» **Your assignment**:
Please report, as a single number with no other text, how many lines of the listing contain "font".
# # # #
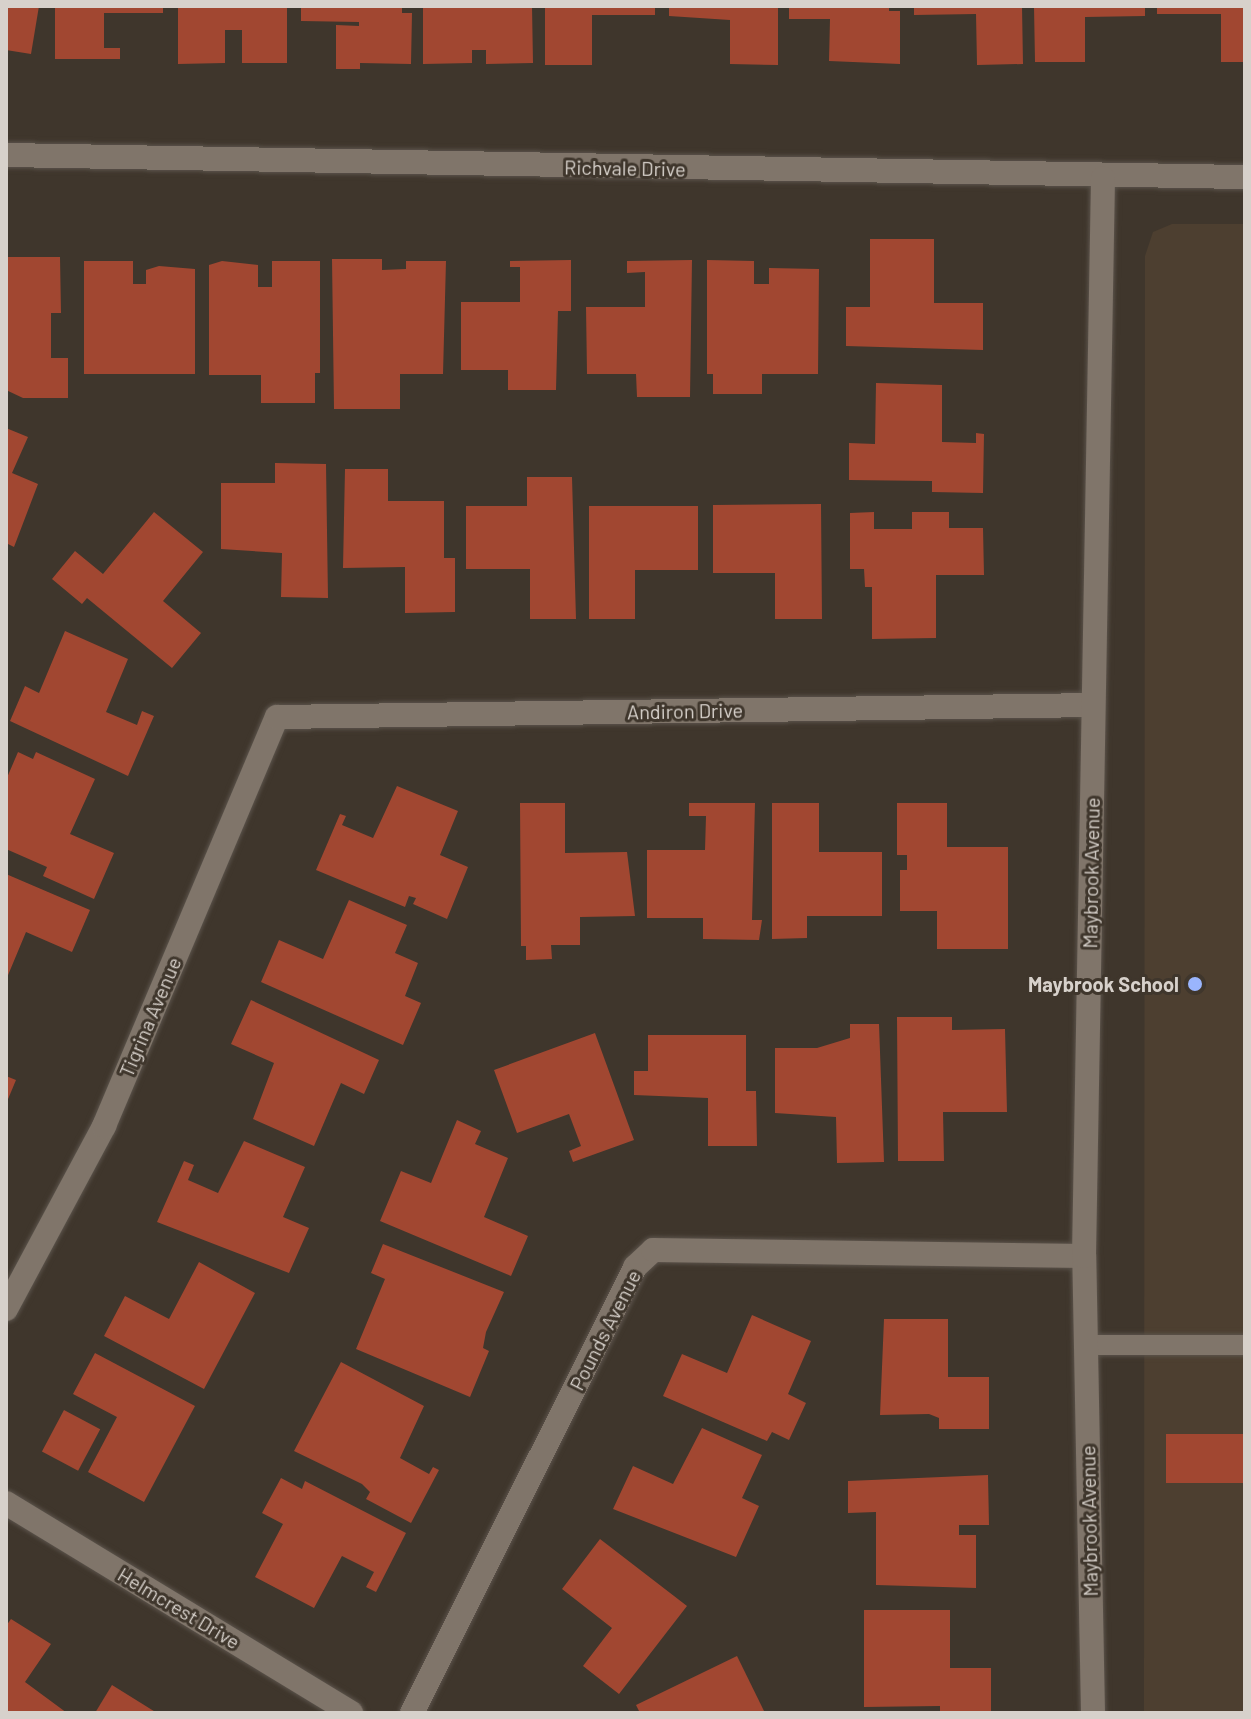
<!DOCTYPE html>
<style>
body{margin:0}
#map{position:relative;width:1251px;height:1719px;overflow:hidden;background:#3f362c;font-family:Barlow,sans-serif}
div>[style]{position:absolute}
[style*='--x']{left:calc(var(--x)*1px);top:calc(var(--y)*1px);width:calc(var(--w)*1px);rotate:calc(var(--a)*1deg)}
.built>*{inset:0;background:#4d3f30}
.building>*{inset:0;background:#a14731;transform-origin:0 0}
.roads{filter:drop-shadow(0 0 2px #5b534b) drop-shadow(0 0 2px #5b534b)}
.lane>*{height:20px;margin:-10px;padding:0 10px;transform-origin:10px;border-radius:10px;background:#80756a}
.street>*{height:24px;margin:-12px;padding:0 12px;transform-origin:12px;border-radius:12px;background:#80756a}
.dots>*{width:22px;height:22px;translate:-50% -50%;box-sizing:border-box;border:4px solid #3f362c;border-radius:50%}
span{translate:-50% -50%;white-space:nowrap;text-align:center;line-height:1.15;-webkit-text-stroke:6px #3f362c;paint-order:stroke}
.street-label{font-size:20px;color:#d7d1cb}
.poi-label{font-size:20px;color:#d7d1cb;font-weight:700}
.right{translate:-100% -50%;text-align:right}
.frame{position:absolute;inset:0;border:8px solid #d7d1cb;pointer-events:none}
</style>
<div id="map">
<div class="built">
<div style="clip-path:polygon(1172px 224px,1245px 224px,1245px 1713px,1144px 1713px,1145px 256px,1153px 232px)"></div>
</div>
<div class="building">
<div style="clip-path:polygon(6px 6px,39px 6px,31px 54px,6px 50px)"></div>
<div style="clip-path:polygon(55px 6px,163px 6px,163px 13px,104px 13px,104px 48px,120px 48px,120px 59px,55px 59px)"></div>
<div style="clip-path:polygon(178px 6px,287px 6px,287px 63px,242px 63px,242px 30px,225px 30px,225px 63px,178px 64px)"></div>
<div style="clip-path:polygon(301px 6px,402px 6px,402px 13px,412px 13px,411px 64px,360px 63px,360px 69px,336px 69px,336px 25px,359px 26px,359px 22px,301px 21px)"></div>
<div style="clip-path:polygon(423px 6px,532px 6px,533px 63px,486px 64px,486px 50px,472px 50px,472px 63px,423px 64px)"></div>
<div style="clip-path:polygon(545px 6px,655px 6px,655px 15px,592px 15px,592px 65px,545px 65px)"></div>
<div style="clip-path:polygon(669px 6px,778px 8px,778px 65px,730px 64px,730px 20px,669px 16px)"></div>
<div style="clip-path:polygon(789px 6px,889px 6px,889px 11px,900px 11px,900px 64px,829px 61px,830px 19px,789px 19px)"></div>
<div style="clip-path:polygon(914px 6px,1022px 6px,1023px 64px,977px 65px,976px 14px,914px 15px)"></div>
<div style="clip-path:polygon(1145px 6px,1145px 16px,1085px 17px,1085px 62px,1035px 62px,1034px 7px)"></div>
<div style="clip-path:polygon(1157px 6px,1245px 6px,1245px 62px,1221px 62px,1221px 14px,1157px 14px)"></div>
<div style="clip-path:polygon(870px 239px,934px 239px,934px 303px,983px 303px,983px 350px,846px 346px,846px 307px,870px 307px)"></div>
<div style="clip-path:polygon(6px 257px,60px 257px,61px 313px,51px 313px,51px 358px,68px 358px,68px 398px,23px 398px,6px 390px)"></div>
<div style="clip-path:polygon(332px 259px,382px 259px,382px 270px,406px 269px,406px 261px,446px 261px,443px 374px,400px 374px,400px 409px,334px 409px)"></div>
<div style="clip-path:polygon(571px 260px,571px 311px,558px 311px,556px 390px,508px 390px,508px 370px,461px 370px,461px 302px,520px 302px,520px 267px,510px 267px,510px 261px)"></div>
<div style="clip-path:polygon(692px 260px,690px 397px,637px 397px,636px 374px,587px 374px,586px 307px,645px 307px,645px 272px,627px 273px,627px 261px)"></div>
<div style="clip-path:polygon(707px 260px,754px 261px,754px 284px,769px 284px,769px 268px,819px 269px,818px 374px,762px 374px,762px 394px,713px 394px,713px 374px,707px 374px)"></div>
<div style="clip-path:polygon(84px 261px,133px 261px,133px 284px,146px 284px,146px 270px,159px 266px,195px 269px,195px 374px,84px 374px)"></div>
<div style="clip-path:polygon(222px 261px,258px 265px,258px 287px,272px 287px,272px 261px,320px 261px,320px 373px,315px 373px,315px 403px,261px 403px,261px 375px,209px 375px,209px 265px)"></div>
<div style="clip-path:polygon(876px 383px,942px 385px,942px 442px,976px 443px,976px 433px,984px 434px,983px 493px,932px 492px,932px 481px,849px 480px,849px 443px,875px 444px)"></div>
<div style="clip-path:polygon(6px 428px,28px 437px,12px 473px,38px 484px,14px 547px,6px 543px)"></div>
<div style="clip-path:polygon(275px 463px,326px 464px,328px 598px,281px 597px,282px 553px,221px 549px,221px 483px,275px 483px)"></div>
<div style="clip-path:polygon(345px 469px,388px 469px,388px 501px,444px 501px,444px 558px,455px 558px,455px 612px,405px 613px,405px 567px,343px 568px)"></div>
<div style="clip-path:polygon(527px 477px,572px 477px,576px 619px,530px 619px,530px 569px,466px 569px,466px 506px,527px 506px)"></div>
<div style="clip-path:polygon(821px 504px,822px 619px,775px 619px,775px 573px,713px 573px,713px 505px)"></div>
<div style="clip-path:polygon(589px 506px,698px 506px,698px 570px,635px 570px,635px 619px,589px 619px)"></div>
<div style="clip-path:polygon(154px 512px,203px 552px,163px 601px,201px 633px,172px 668px,87px 598px,82px 604px,52px 579px,75px 551px,103px 574px)"></div>
<div style="clip-path:polygon(874px 512px,874px 529px,912px 529px,912px 512px,949px 512px,949px 528px,983px 528px,984px 575px,936px 575px,936px 638px,872px 639px,872px 587px,865px 587px,864px 569px,850px 569px,850px 513px)"></div>
<div style="clip-path:polygon(65px 631px,128px 659px,106px 712px,137px 725px,142px 711px,154px 716px,128px 776px,10px 721px,25px 686px,39px 693px)"></div>
<div style="clip-path:polygon(18px 752px,33px 759px,36px 752px,95px 779px,70px 834px,114px 853px,94px 899px,43px 876px,47px 867px,6px 849px,6px 780px)"></div>
<div style="clip-path:polygon(397px 786px,458px 811px,440px 855px,468px 867px,447px 919px,413px 904px,416px 898px,409px 896px,405px 907px,316px 870px,340px 814px,346px 816px,342px 825px,373px 838px)"></div>
<div style="clip-path:polygon(520px 803px,565px 803px,565px 853px,627px 852px,635px 916px,580px 917px,580px 945px,551px 945px,552px 959px,526px 960px,526px 946px,521px 946px)"></div>
<div style="clip-path:polygon(689px 803px,755px 803px,752px 920px,762px 920px,759px 940px,703px 939px,703px 918px,647px 918px,647px 850px,705px 850px,706px 816px,689px 816px)"></div>
<div style="clip-path:polygon(772px 803px,819px 803px,819px 852px,882px 852px,882px 916px,807px 916px,807px 938px,772px 939px)"></div>
<div style="clip-path:polygon(897px 803px,947px 803px,947px 847px,1008px 847px,1008px 949px,937px 949px,937px 911px,900px 911px,900px 870px,907px 870px,907px 855px,897px 855px)"></div>
<div style="clip-path:polygon(6px 874px,90px 910px,72px 952px,26px 932px,6px 980px)"></div>
<div style="clip-path:polygon(349px 900px,407px 925px,395px 953px,418px 963px,405px 996px,421px 1003px,403px 1045px,261px 982px,279px 940px,323px 959px)"></div>
<div style="clip-path:polygon(251px 1000px,379px 1060px,364px 1094px,341px 1083px,314px 1146px,253px 1119px,274px 1063px,231px 1044px)"></div>
<div style="clip-path:polygon(897px 1017px,952px 1017px,952px 1030px,1005px 1029px,1007px 1112px,943px 1112px,944px 1161px,898px 1161px)"></div>
<div style="clip-path:polygon(850px 1024px,879px 1024px,884px 1162px,837px 1163px,836px 1117px,775px 1113px,775px 1048px,817px 1048px,850px 1038px)"></div>
<div style="clip-path:polygon(595px 1033px,634px 1140px,573px 1162px,569px 1151px,581px 1146px,569px 1114px,517px 1133px,494px 1070px)"></div>
<div style="clip-path:polygon(648px 1035px,746px 1035px,746px 1091px,756px 1091px,757px 1146px,708px 1146px,708px 1098px,634px 1095px,634px 1071px,648px 1071px)"></div>
<div style="clip-path:polygon(6px 1076px,16px 1080px,6px 1104px)"></div>
<div style="clip-path:polygon(457px 1120px,481px 1131px,475px 1144px,508px 1158px,484px 1217px,528px 1236px,511px 1276px,380px 1221px,401px 1171px,431px 1183px)"></div>
<div style="clip-path:polygon(244px 1141px,305px 1167px,283px 1217px,309px 1228px,289px 1273px,157px 1222px,184px 1161px,194px 1165px,188px 1180px,218px 1193px)"></div>
<div style="clip-path:polygon(383px 1244px,504px 1292px,486px 1332px,483px 1348px,489px 1351px,470px 1397px,356px 1349px,385px 1279px,371px 1273px)"></div>
<div style="clip-path:polygon(199px 1262px,255px 1293px,204px 1389px,104px 1336px,125px 1296px,169px 1319px)"></div>
<div style="clip-path:polygon(752px 1315px,811px 1341px,788px 1394px,806px 1403px,789px 1440px,772px 1432px,767px 1441px,663px 1396px,682px 1354px,727px 1373px)"></div>
<div style="clip-path:polygon(884px 1319px,948px 1319px,948px 1377px,989px 1377px,989px 1429px,939px 1429px,939px 1418px,929px 1414px,880px 1415px)"></div>
<div style="clip-path:polygon(95px 1353px,195px 1406px,144px 1502px,88px 1472px,117px 1417px,73px 1394px)"></div>
<div style="clip-path:polygon(341px 1362px,424px 1406px,400px 1458px,429px 1474px,433px 1467px,439px 1470px,411px 1523px,366px 1499px,370px 1492px,362px 1484px,294px 1451px)"></div>
<div style="left:64px;top:1410px;width:41px;height:47px;rotate:28deg"></div>
<div style="clip-path:polygon(702px 1428px,762px 1455px,742px 1498px,759px 1506px,736px 1557px,613px 1509px,633px 1466px,673px 1484px)"></div>
<div style="left:1166px;top:1434px;width:79px;height:49px"></div>
<div style="clip-path:polygon(988px 1475px,989px 1525px,959px 1525px,959px 1535px,976px 1535px,976px 1588px,876px 1585px,876px 1512px,848px 1513px,848px 1481px)"></div>
<div style="clip-path:polygon(281px 1478px,302px 1489px,305px 1481px,406px 1533px,376px 1592px,366px 1587px,374px 1572px,342px 1556px,314px 1608px,255px 1577px,283px 1524px,262px 1513px)"></div>
<div style="clip-path:polygon(600px 1539px,687px 1606px,619px 1694px,583px 1666px,612px 1628px,562px 1589px)"></div>
<div style="clip-path:polygon(864px 1610px,950px 1610px,950px 1668px,991px 1668px,991px 1713px,940px 1713px,940px 1706px,864px 1707px)"></div>
<div style="clip-path:polygon(11px 1619px,51px 1644px,25px 1682px,67px 1713px,6px 1713px,6px 1626px)"></div>
<div style="clip-path:polygon(737px 1656px,765px 1713px,640px 1713px,636px 1705px)"></div>
<div style="clip-path:polygon(112px 1685px,157px 1713px,95px 1713px)"></div>
</div>
<div class="roads">
<div class="lane">
<div style="--x:1086;--y:1345;--w:159;--a:0"></div>
</div>
<div class="street">
<div style="--x:6;--y:155;--w:1239;--a:1.02"></div>
<div style="--x:6;--y:1309;--w:208;--a:-61.8"></div>
<div style="--x:104;--y:1126;--w:444;--a:-67.1"></div>
<div style="--x:277;--y:717;--w:816;--a:-0.84"></div>
<div style="--x:6;--y:1503;--w:404;--a:31.3"></div>
<div style="--x:412;--y:1713;--w:499;--a:-63.4"></div>
<div style="--x:635;--y:1267;--w:25;--a:-43"></div>
<div style="--x:653;--y:1250;--w:431;--a:0.8"></div>
<div style="--x:1093;--y:1713;--w:457;--a:-91.1"></div>
<div style="--x:1084;--y:1256;--w:1078;--a:-88.99"></div>
</div>
</div>
<div class="dots">
<div style="left:1195px;top:984px;background:#9ab5fd"></div>
</div>
<div class="street-label">
<span style="left:625px;top:168px;rotate:1deg">Richvale Drive</span>
<span style="left:685px;top:711px;rotate:-1deg">Andiron Drive</span>
<span style="left:1091px;top:873px;rotate:-89deg">Maybrook Avenue</span>
<span style="left:150px;top:1017px;rotate:-67deg">Tigrina Avenue</span>
<span style="left:605px;top:1330px;rotate:-63deg">Pounds Avenue</span>
<span style="left:1089px;top:1521px;rotate:-91deg">Maybrook Avenue</span>
<span style="left:179px;top:1608px;rotate:31deg">Helmcrest Drive</span>
</div>
<div class="poi-label">
<span class="right" style="left:1179px;top:984px">Maybrook School</span>
</div>
<div class="frame"></div>
</div>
# # # #
» **Result**:
3